There are so many things that we just take for granted in Canada, and coming out here to live as part of a farming family in Costa Rica really puts that into perspective.

For example, we don’t have any hot water on the farm. The water that comes out of the tap is cold, and that’s just the way it is. If you’re the first person to shower, you’ll get about three seconds of sun-warmed water from the pipe, and then you have a cold shower. Funnily enough, I am ridiculously grateful for that cold shower. It has to be brief, because we conserve water, but that short splash of cold water feels amazing after a hard day’s work. One of the other volunteers brought a sponge, and I thought, “Wow, what luxury!

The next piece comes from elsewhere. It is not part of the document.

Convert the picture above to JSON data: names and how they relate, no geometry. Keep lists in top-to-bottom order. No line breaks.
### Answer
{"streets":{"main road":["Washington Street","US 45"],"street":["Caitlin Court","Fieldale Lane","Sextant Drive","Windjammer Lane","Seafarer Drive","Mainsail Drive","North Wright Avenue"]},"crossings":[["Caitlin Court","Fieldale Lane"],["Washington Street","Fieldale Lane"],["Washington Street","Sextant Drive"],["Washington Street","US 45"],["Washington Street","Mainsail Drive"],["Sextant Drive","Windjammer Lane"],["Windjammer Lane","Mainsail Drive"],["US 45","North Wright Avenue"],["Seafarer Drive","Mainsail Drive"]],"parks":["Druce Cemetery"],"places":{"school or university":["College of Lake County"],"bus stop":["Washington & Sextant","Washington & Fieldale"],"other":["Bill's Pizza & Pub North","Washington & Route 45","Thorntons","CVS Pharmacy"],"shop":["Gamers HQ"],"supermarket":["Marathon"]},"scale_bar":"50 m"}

I didn’t think of bringing that!”

Ellen and I each have two outfits here on the farm. We wear one of them for farm work and keep the other outfit relatively clean for our afternoon post-shower adventures. We have a few other items of clothing – I keep one dress as pyjamas – but they mostly stay in our backpacks. I loving living this simply and paring down my life into basic pleasures like changing into my clean dress for the afternoon.

Another basic source of much pleasure is food. The family does buy some staples, but much of the food we eat is grown on the farm. This means that if the bananas aren’t ripe, we’re not eating bananas. If sweet potatoes are ripe, then sweet potatoes are what’s for dinner. It’s a great way to live! There are ripe oranges falling off the trees, so Ellen and I made orange juice and experimented with making orange wine. I think we appreciate the food so much more because it’s in season and we’ve worked to grow it and waited to harvest it.

Consider meat, as well. In Canada, when
we’re planning dinner, we pick our meat, and then choose a starch to go along with it, and then a vegetable side dish. Here, if there’s any meat in a meal at all, it’s more of an afterthought. The dinner planning process consists of deciding how to serve the rice, how to serve the beans, and what to serve alongside them based on what foods we have available. I don’t miss the meat in the meals here, but I do enjoy the tiny taste of it I get every once in a while.

Living here reminds us to appreciate all the little pleasures in life. I take the time to watch butterflies visit the flowers and see the birds perching on the fences. We stop to look at the worms in the garden and the ants crossing the path. The bathroom has a composting toilet with a view of the cow pasture and mountains, with hummingbirds darting past and toads hopping by.

And every day, Ellen and I look at each other and say, “What an amazing place. I’m glad we’re here.”